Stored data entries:

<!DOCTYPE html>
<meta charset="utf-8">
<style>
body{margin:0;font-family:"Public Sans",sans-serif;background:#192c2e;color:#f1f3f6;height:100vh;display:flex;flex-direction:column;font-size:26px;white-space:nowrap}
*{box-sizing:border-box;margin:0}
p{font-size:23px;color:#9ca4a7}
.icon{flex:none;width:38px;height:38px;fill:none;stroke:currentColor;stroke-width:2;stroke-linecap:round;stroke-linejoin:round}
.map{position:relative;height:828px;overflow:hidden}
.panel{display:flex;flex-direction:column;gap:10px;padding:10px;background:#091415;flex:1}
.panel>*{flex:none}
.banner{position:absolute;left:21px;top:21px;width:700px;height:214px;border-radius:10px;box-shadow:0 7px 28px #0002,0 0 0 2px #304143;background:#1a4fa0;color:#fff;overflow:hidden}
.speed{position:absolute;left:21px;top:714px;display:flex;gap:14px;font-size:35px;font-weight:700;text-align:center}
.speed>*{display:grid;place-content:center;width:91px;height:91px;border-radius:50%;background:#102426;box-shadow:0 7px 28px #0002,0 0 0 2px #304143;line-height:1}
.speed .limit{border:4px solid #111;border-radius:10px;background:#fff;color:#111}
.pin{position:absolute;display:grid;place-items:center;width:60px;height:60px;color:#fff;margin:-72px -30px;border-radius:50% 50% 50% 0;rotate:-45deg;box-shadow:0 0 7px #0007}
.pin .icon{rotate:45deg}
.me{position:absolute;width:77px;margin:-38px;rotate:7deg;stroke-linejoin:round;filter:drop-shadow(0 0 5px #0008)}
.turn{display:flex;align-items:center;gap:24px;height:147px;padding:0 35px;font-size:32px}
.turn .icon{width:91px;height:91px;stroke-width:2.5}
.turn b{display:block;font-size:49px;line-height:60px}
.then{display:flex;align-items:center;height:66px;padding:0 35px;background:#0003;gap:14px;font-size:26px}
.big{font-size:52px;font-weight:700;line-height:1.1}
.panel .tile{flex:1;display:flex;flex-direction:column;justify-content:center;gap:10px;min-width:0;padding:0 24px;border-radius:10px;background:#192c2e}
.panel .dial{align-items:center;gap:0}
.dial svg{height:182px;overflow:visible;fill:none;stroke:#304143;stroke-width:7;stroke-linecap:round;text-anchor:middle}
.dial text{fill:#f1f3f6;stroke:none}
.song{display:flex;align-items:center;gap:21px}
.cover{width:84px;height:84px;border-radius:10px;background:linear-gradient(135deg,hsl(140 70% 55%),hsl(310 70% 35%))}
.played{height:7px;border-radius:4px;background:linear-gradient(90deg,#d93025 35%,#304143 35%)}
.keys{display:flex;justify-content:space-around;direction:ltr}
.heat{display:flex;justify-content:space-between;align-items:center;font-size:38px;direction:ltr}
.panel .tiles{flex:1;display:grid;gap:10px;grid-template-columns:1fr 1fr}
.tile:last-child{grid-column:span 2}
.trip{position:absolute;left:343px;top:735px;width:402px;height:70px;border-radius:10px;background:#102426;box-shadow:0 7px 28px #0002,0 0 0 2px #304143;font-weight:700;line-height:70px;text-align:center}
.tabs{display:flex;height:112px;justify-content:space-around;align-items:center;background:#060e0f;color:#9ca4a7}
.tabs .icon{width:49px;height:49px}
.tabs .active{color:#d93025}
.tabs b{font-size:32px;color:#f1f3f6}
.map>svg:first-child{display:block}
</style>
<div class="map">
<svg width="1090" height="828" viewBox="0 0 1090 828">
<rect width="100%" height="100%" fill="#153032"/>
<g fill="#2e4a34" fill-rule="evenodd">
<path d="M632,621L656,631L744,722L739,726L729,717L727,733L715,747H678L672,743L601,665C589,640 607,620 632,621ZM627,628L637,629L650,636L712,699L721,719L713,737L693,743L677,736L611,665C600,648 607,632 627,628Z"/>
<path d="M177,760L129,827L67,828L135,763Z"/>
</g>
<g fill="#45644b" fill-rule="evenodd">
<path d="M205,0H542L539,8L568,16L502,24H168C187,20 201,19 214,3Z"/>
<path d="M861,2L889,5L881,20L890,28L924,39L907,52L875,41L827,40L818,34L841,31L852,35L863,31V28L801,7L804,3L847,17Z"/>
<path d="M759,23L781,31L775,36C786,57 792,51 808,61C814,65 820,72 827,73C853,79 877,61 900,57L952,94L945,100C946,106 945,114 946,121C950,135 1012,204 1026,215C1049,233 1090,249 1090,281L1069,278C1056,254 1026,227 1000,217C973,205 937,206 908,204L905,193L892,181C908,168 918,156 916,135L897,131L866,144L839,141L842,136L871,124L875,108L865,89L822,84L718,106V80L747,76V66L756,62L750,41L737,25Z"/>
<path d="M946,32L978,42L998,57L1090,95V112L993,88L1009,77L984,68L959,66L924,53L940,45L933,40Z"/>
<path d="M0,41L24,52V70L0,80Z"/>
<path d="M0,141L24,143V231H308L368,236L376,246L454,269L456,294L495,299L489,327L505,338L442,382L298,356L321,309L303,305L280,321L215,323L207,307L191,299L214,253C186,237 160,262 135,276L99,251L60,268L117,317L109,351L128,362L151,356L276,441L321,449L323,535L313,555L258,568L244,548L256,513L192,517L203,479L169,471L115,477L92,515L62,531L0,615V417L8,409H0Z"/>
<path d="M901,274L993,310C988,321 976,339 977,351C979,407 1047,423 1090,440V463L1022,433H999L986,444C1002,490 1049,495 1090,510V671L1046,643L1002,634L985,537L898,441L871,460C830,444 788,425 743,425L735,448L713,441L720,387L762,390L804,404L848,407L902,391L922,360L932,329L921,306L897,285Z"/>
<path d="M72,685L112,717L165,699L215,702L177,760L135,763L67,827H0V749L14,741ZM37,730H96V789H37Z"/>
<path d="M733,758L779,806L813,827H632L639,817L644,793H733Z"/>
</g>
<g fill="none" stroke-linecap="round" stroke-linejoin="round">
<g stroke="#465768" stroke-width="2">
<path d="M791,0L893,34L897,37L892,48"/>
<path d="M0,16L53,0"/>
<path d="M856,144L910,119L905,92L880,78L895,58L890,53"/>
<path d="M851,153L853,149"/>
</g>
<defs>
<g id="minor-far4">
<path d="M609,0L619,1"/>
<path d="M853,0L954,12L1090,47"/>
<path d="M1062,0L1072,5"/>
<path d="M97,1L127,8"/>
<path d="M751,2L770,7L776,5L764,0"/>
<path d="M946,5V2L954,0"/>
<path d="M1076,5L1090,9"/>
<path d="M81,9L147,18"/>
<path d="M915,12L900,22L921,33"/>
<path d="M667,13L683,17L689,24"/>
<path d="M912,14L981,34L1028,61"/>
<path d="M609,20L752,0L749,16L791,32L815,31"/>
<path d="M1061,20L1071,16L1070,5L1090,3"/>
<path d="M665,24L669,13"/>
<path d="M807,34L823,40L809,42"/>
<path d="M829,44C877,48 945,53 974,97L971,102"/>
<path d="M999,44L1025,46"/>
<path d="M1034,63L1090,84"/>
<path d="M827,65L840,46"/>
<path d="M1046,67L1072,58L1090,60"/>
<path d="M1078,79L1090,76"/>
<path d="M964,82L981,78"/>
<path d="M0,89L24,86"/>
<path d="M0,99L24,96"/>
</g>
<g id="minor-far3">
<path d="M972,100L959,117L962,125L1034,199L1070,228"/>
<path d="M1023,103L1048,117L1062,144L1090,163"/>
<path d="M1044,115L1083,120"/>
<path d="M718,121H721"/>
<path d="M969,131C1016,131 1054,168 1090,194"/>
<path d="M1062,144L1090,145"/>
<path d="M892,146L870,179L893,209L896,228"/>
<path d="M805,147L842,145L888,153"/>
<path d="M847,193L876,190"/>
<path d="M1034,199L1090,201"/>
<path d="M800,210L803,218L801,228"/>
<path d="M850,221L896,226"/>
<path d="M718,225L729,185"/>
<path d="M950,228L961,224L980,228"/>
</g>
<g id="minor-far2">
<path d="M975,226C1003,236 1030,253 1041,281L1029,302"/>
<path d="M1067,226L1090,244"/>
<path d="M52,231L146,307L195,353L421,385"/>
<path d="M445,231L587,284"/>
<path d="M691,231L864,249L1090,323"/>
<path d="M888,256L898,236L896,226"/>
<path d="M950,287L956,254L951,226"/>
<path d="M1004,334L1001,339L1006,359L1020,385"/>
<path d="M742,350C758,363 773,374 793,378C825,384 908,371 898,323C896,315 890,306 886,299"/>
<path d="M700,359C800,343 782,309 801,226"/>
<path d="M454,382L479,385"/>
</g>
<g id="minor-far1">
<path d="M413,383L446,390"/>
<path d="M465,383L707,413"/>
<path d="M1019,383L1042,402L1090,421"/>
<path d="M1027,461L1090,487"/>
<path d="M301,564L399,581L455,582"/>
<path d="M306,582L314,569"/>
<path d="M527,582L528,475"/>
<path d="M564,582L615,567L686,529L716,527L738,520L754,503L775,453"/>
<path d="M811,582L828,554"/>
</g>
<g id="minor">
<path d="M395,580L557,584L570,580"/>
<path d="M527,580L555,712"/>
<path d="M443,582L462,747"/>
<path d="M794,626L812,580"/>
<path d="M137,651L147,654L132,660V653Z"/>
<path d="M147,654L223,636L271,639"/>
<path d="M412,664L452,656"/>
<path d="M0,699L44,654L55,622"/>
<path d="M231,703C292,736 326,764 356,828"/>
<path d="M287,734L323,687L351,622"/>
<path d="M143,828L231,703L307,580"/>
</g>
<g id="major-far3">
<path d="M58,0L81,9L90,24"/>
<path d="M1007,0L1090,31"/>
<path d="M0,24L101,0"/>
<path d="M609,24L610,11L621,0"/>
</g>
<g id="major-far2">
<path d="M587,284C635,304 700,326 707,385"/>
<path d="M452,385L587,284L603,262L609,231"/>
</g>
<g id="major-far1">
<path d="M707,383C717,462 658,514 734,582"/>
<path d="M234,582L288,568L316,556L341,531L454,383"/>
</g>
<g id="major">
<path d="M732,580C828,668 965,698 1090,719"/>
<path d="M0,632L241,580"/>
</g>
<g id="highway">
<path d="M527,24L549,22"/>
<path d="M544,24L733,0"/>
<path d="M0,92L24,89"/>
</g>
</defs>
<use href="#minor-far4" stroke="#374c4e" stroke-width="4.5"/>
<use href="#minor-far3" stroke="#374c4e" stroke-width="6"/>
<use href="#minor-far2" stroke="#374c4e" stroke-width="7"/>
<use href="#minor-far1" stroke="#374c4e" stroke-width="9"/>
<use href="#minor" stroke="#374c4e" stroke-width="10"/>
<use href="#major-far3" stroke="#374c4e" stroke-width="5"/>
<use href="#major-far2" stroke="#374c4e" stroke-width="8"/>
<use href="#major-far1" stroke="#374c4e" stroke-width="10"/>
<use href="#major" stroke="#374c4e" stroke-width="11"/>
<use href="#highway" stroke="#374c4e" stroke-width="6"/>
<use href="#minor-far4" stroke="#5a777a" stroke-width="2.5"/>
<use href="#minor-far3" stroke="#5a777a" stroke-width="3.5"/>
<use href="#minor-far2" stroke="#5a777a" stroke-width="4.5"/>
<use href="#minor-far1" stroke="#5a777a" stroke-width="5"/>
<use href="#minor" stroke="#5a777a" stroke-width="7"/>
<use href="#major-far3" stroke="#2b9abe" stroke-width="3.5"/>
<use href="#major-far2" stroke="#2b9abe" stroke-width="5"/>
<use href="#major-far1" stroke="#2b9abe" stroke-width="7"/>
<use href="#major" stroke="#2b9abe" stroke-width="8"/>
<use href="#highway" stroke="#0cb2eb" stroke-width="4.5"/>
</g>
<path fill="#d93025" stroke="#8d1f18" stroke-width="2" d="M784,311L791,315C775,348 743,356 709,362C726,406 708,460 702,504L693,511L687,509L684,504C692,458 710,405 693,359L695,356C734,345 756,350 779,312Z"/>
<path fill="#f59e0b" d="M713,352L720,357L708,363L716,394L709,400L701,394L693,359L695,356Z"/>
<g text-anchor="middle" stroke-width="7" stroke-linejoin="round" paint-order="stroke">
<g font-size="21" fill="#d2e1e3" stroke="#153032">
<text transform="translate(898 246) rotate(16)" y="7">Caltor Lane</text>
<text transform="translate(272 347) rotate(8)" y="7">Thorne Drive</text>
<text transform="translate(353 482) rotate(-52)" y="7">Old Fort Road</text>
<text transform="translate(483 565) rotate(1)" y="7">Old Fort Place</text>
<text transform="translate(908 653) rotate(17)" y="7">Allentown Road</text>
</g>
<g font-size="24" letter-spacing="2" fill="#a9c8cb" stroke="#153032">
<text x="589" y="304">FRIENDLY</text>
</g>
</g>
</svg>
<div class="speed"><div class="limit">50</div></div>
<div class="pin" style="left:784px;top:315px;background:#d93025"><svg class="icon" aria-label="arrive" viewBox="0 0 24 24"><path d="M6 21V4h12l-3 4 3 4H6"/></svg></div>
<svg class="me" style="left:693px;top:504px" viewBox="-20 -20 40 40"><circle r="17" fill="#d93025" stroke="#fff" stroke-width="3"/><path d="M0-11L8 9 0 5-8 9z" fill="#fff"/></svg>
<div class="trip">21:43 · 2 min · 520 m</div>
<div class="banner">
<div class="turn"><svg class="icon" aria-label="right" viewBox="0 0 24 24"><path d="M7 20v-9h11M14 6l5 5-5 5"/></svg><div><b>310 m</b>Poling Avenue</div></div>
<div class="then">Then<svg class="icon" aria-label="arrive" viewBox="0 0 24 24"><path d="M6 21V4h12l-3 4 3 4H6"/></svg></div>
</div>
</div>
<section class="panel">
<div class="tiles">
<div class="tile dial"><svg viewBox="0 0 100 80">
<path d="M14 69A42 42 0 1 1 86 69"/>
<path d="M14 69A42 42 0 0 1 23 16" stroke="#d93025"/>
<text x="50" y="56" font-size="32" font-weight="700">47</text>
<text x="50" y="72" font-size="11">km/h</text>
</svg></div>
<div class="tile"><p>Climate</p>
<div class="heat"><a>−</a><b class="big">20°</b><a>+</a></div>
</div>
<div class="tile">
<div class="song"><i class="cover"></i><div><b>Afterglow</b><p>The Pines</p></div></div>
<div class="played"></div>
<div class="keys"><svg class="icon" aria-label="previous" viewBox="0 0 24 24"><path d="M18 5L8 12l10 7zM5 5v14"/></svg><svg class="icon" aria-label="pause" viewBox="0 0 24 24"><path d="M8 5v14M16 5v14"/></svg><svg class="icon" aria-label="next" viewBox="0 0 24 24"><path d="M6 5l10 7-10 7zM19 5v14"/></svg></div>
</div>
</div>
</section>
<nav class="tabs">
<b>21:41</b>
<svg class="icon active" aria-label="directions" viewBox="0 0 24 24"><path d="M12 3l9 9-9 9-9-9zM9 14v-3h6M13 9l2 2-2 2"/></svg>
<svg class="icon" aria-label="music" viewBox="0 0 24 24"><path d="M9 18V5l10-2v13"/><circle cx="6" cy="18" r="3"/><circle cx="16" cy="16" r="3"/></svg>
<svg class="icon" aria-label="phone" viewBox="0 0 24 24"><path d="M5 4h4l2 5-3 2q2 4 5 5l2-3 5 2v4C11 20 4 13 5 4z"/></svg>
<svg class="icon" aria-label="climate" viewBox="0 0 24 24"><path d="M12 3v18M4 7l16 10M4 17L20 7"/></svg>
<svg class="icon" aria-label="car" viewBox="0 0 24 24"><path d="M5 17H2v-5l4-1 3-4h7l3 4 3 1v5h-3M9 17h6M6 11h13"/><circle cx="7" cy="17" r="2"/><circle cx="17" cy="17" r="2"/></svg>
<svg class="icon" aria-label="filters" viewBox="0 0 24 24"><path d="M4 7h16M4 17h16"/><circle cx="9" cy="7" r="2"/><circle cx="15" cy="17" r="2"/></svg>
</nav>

● **TASK TO COMPLETE**
What must be returned is a bare number, the count of lines in the entries holding the string "heat".

● **RESPONSE AREA**
2